I say "judicially legislated" because TILA's plain text belies the proposition that "to complete rescission and void the contract, ... more is required", and TILA nowhere suggests that "the creditor must acknowledge that the right of rescission is available".  Jesinoski overrules this portion of Gilbert to the extent that it departs from the plain language of the statute.  Consider this quote from Jesinoski:

"It is true that rescission traditionally required either that the rescinding party return what he received before a rescission could be effected (rescission at law), or else that a court affirmatively decree rescission (rescission in equity).  It is also true that the Act disclaims the common-law condition precedent to rescission at law that the borrower tender the proceeds received under the transaction.  15 U. S. C. §1635(b).  But the negation of rescission-at-law's tender requirement hardly implies that the Act codifies rescission in equity.  Nothing in our jurisprudence, and no tool of statutory interpretation, requires that a congressional Act must be construed as implementing its closest common-law analogue.  The clear import of §1635(a) is that a borrower need only provide written notice to a lender in order to exercise his right to rescind.  To the extent §1635(b) alters the traditional process for unwinding such a unilaterally rescinded transaction, this is simply a case in which statutory law modifies common-law practice."  

Compare this with the express language of § 1635(b): "When an obligor exercises his right to rescind . . ., any security interest . . . becomes void".  Based on this, Jesinoski, rightfully admonishes that "rescission is effected when the borrower notifies", which results in "a unilaterally rescinded transaction" where "§1635(b) alters the traditional process".  In other words, upon the mailing of a rescission notice, the security interest becomes void even where borrower does not tender first because 1635(b) alters the process to unwind an already "unilaterally rescinded transaction."  It used to be the case that a borrower had to tender "before a rescission could be effected".  Now such a condition has been "disclaimed," i.e. discarded by TILA, "rescission is effected when the borrower notifies".

Of course, courts are given power to modify this result, but if choosing to do so, a court would be restoring the void security interest (that became void by operation of a federal statute) as opposed to preventing such interest from becoming void, as most judges purport to do without authority.  See, e.g., In re Brown, No. 15-12027-RGM (Bankr. E.D.Va.
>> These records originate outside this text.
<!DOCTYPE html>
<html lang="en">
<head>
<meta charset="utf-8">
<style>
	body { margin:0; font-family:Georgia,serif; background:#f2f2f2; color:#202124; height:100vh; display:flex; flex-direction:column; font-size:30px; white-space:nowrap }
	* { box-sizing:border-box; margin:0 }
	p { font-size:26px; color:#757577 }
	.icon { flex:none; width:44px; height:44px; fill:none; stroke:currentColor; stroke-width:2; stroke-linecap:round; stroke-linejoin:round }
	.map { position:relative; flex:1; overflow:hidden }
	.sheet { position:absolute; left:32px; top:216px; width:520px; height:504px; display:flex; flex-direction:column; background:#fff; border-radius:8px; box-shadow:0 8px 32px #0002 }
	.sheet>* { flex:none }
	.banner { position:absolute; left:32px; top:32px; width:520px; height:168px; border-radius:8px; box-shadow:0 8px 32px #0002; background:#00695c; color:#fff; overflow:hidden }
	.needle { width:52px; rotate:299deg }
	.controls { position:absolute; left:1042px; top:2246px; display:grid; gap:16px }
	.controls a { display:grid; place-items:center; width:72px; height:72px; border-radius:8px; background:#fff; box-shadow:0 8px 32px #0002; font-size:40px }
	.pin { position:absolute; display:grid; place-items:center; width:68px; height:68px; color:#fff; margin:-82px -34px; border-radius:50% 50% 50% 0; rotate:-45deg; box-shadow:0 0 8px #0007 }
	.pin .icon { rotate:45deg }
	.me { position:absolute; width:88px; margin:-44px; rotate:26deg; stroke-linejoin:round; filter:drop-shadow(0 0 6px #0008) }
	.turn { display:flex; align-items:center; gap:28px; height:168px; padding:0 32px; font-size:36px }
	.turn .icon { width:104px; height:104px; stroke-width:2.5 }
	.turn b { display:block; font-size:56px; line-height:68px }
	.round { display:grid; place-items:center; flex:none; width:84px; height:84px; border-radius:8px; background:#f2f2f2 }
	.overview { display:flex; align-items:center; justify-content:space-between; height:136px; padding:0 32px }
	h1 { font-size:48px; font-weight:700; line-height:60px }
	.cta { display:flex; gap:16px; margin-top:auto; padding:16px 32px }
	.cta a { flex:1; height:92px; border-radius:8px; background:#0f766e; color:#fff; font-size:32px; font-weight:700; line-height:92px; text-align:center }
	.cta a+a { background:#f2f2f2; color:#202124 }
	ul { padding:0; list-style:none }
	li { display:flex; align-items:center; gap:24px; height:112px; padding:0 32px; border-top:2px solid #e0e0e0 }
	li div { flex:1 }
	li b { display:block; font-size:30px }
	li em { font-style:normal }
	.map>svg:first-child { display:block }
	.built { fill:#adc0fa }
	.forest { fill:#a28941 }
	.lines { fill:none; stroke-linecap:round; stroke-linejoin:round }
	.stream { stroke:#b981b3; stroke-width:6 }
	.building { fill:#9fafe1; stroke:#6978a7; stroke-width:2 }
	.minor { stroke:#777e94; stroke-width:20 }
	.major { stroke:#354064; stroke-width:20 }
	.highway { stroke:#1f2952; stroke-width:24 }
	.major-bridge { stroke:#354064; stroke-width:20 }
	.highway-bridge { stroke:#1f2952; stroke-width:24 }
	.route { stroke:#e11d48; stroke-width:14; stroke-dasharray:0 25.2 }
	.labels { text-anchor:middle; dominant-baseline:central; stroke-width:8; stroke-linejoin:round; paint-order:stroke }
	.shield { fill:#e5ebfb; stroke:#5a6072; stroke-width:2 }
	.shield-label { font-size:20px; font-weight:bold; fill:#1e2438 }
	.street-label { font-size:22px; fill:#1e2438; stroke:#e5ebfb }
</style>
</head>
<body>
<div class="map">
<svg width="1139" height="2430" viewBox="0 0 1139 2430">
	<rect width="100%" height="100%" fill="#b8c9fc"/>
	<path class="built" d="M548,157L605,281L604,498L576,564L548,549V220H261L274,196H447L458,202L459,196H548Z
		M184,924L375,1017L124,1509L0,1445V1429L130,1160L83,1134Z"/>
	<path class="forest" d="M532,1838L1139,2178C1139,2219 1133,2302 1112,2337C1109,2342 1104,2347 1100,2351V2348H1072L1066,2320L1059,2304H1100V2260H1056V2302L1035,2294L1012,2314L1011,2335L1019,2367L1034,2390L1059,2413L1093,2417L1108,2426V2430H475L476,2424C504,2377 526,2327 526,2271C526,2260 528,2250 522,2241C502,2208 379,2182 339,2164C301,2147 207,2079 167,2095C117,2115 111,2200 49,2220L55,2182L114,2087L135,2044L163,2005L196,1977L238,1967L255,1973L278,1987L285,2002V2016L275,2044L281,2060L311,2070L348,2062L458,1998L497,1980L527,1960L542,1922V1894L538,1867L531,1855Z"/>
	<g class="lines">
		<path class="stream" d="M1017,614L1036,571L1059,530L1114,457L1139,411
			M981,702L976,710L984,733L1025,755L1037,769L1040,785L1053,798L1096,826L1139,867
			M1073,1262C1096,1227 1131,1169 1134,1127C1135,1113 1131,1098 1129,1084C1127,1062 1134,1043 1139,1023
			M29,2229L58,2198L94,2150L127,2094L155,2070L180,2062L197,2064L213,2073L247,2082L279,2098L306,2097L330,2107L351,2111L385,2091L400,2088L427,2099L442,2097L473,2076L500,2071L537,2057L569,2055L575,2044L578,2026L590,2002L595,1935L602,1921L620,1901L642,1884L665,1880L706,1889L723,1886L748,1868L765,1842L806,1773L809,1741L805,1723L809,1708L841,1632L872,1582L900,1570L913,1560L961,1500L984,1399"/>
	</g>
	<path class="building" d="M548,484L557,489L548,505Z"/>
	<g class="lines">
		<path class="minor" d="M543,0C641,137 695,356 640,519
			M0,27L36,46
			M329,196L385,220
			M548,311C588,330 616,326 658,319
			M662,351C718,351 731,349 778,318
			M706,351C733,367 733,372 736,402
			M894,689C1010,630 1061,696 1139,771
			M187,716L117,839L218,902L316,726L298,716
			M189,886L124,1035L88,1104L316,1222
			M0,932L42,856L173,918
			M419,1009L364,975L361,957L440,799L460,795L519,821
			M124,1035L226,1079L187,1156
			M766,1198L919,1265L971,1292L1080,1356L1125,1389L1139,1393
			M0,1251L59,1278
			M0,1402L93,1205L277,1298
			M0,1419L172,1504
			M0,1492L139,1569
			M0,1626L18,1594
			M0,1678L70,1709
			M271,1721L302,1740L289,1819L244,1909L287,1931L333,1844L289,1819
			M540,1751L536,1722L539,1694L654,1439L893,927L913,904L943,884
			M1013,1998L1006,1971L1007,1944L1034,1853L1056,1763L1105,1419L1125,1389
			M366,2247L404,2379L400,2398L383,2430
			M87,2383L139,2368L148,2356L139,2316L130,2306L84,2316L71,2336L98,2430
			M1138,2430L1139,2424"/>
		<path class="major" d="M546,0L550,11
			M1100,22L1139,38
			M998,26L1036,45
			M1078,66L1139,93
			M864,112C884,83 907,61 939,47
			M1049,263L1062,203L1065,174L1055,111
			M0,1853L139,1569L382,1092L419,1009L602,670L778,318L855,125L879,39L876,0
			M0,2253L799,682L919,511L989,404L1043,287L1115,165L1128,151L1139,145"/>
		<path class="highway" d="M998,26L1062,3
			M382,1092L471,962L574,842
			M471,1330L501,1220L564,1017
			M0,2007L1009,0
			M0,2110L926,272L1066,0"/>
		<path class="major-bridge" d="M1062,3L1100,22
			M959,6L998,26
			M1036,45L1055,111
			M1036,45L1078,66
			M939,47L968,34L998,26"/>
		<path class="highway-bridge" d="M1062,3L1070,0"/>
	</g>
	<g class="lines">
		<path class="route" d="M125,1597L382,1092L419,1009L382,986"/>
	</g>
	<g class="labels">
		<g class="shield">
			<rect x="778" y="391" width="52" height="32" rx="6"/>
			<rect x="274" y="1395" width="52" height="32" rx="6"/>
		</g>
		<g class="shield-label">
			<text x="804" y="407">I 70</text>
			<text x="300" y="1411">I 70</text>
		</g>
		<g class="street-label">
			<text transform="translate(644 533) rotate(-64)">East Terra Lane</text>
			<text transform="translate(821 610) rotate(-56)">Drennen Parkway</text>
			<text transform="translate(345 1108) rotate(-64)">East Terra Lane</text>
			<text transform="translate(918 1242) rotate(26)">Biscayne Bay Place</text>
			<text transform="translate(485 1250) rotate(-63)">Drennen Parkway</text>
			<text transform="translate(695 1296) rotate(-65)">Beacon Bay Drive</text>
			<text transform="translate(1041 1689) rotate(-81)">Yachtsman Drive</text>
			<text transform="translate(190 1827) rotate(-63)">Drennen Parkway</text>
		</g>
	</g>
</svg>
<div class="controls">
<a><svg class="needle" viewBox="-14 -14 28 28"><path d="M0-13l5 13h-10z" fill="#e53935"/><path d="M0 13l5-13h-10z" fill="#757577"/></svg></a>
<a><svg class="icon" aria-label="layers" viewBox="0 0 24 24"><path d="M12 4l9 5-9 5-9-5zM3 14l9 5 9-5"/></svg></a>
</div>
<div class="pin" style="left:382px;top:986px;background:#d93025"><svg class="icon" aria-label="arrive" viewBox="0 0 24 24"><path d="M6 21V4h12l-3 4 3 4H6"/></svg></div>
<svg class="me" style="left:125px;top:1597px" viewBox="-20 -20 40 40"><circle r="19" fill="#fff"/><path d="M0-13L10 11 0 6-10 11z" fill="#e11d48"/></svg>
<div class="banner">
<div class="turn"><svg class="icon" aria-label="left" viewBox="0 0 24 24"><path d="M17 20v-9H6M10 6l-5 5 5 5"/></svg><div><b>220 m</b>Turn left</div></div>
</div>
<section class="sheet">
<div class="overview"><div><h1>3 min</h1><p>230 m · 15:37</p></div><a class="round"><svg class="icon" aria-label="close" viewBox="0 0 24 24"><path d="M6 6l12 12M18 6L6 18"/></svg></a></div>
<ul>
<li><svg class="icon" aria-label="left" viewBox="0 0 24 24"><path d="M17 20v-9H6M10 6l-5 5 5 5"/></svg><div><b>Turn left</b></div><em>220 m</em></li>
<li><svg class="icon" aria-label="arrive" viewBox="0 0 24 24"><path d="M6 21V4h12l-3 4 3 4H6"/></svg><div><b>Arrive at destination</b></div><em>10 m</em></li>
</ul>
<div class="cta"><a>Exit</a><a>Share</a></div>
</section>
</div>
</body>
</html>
Sept. 21, 2015) (relying on the above-addressed passage of Gilbert without analyzing whether that passage is now foreclosed by Jesinoski).

Thus, to the extent that cases like Gilbert in the Fourth Circuit and Yamamoto and its progeny in the Ninth Circuit read into the statute requirements not found there, they have been overruled by Jesinoski. Rescission is effected (i.e., happens) upon the mailing of the rescission notice and the security interest becomes void upon such an effected rescission.  If a bank wants to change this result, it must sue within the applicable time frames.  If it fails to do so, the rescission obtained by operation of the statute remains in place.  The bank may still sue to compel tender, but it can no longer automatically revive a dead security interest.